[Data records — start]
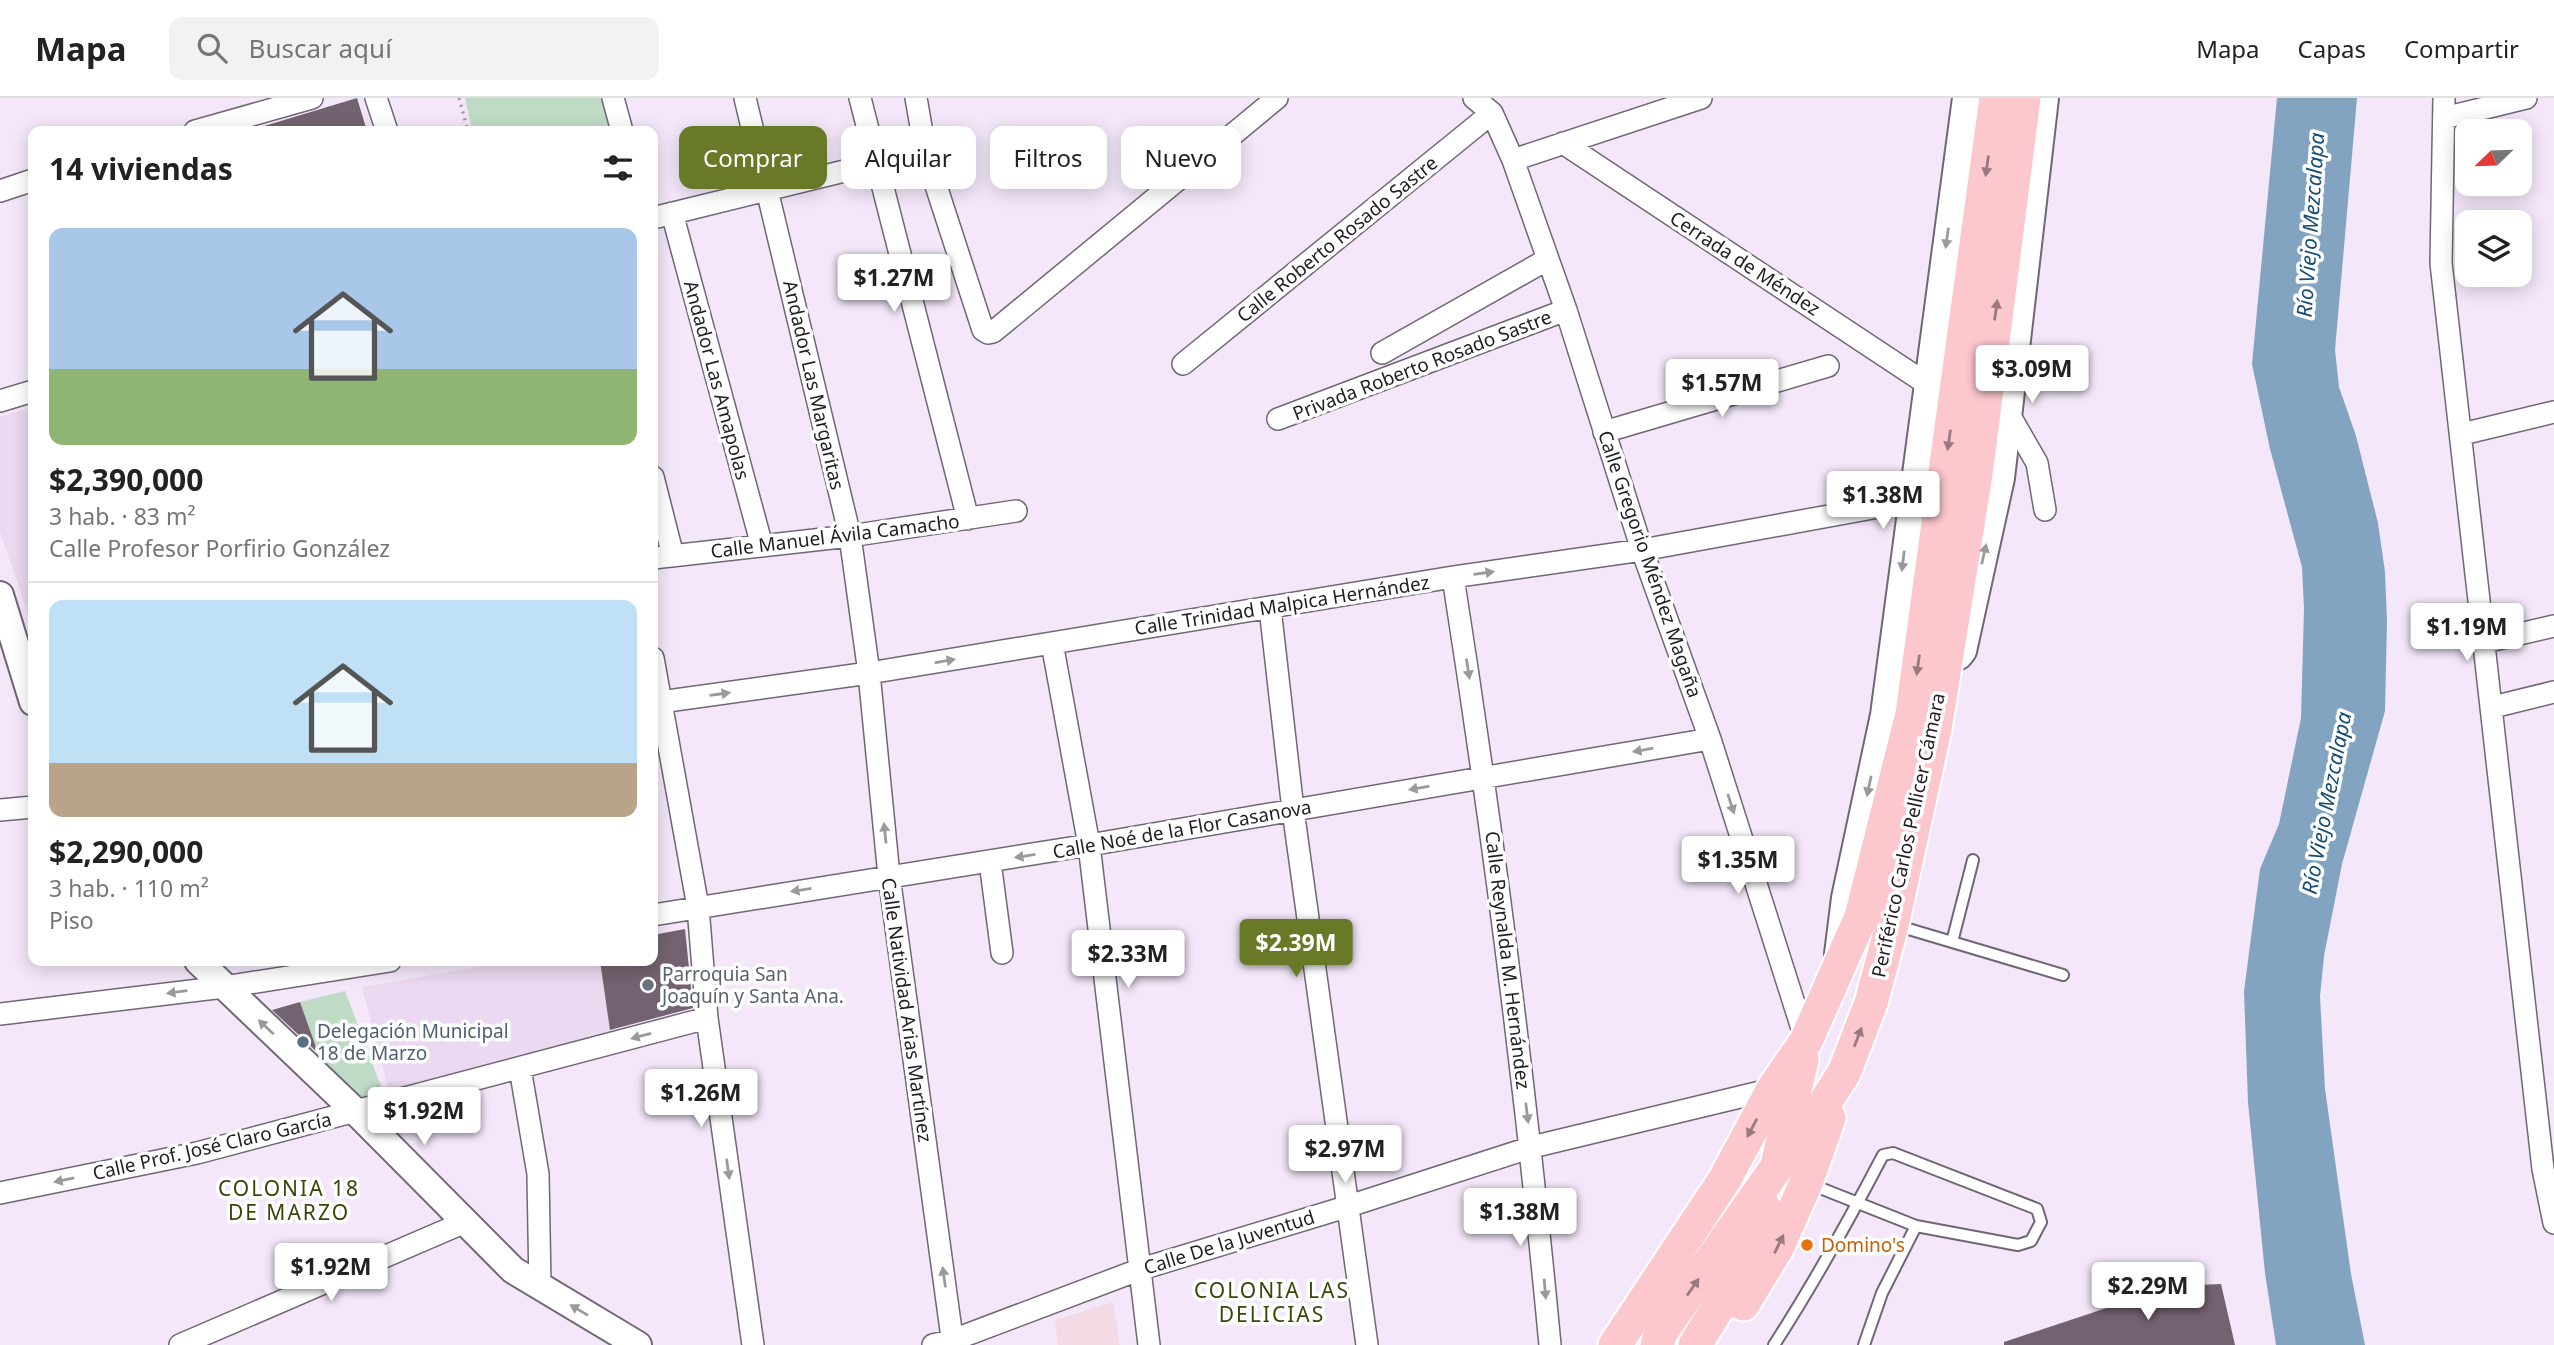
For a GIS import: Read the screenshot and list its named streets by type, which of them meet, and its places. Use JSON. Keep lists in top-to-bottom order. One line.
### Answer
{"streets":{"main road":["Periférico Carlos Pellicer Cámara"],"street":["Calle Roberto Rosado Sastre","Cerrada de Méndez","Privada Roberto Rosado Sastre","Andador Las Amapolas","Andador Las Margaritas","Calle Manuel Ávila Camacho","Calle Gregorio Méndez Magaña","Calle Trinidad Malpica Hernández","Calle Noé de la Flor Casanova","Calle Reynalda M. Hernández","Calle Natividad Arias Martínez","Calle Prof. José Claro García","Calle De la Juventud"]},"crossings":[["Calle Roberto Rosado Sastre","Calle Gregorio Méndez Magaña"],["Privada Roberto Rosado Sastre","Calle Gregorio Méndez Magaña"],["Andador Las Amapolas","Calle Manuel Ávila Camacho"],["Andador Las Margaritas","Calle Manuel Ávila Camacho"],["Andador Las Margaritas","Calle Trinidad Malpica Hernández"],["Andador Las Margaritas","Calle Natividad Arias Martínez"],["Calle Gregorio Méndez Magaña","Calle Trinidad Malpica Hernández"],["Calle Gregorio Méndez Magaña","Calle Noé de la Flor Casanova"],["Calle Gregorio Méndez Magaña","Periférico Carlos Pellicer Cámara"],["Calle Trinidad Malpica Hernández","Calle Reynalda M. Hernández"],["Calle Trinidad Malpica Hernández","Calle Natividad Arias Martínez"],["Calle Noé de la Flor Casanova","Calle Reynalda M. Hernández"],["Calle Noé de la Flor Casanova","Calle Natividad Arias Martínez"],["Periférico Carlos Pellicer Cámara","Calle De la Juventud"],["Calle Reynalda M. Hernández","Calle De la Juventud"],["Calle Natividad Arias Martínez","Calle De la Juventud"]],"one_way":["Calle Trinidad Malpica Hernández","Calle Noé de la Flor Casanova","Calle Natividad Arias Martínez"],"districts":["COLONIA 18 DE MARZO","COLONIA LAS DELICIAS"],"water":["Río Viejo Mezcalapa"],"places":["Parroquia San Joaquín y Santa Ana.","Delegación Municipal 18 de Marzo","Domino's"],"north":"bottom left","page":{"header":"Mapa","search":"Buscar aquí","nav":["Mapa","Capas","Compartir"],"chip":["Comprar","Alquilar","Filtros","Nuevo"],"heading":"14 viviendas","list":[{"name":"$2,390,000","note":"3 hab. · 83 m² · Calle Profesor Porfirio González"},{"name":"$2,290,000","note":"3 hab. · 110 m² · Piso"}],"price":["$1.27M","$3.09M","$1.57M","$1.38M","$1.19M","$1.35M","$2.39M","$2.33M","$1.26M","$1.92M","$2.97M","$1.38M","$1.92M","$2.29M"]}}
[Data records — finish]
[Data records — start]
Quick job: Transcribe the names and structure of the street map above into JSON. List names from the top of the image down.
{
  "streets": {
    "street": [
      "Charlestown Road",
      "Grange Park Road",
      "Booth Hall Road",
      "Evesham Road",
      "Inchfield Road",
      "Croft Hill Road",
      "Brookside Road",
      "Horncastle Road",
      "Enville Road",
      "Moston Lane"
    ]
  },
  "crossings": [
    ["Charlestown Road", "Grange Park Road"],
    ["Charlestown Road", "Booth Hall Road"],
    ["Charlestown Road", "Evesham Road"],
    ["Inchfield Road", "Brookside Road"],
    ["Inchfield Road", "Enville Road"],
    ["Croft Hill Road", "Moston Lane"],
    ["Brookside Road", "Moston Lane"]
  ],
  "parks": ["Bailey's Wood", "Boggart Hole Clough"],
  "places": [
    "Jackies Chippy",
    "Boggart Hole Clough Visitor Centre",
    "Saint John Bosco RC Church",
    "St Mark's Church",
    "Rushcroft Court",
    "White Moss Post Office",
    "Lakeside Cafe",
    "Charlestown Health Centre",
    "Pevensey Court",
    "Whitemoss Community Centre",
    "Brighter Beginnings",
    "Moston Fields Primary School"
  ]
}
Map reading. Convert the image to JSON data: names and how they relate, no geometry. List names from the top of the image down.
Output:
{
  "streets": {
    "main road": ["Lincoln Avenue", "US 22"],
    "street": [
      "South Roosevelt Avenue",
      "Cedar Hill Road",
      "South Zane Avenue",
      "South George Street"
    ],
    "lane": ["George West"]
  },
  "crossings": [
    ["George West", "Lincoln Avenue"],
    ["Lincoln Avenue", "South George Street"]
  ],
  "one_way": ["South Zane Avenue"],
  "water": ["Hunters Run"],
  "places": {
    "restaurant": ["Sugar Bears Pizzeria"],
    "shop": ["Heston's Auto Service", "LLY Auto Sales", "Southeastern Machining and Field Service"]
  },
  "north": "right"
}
[Data records — finish]
**Instructions for the task:** Look through the entries and return each line that has the word "George" in it.

**Expected answer:**
      "South George Street"
    "lane": ["George West"]
    ["George West", "Lincoln Avenue"],
    ["Lincoln Avenue", "South George Street"]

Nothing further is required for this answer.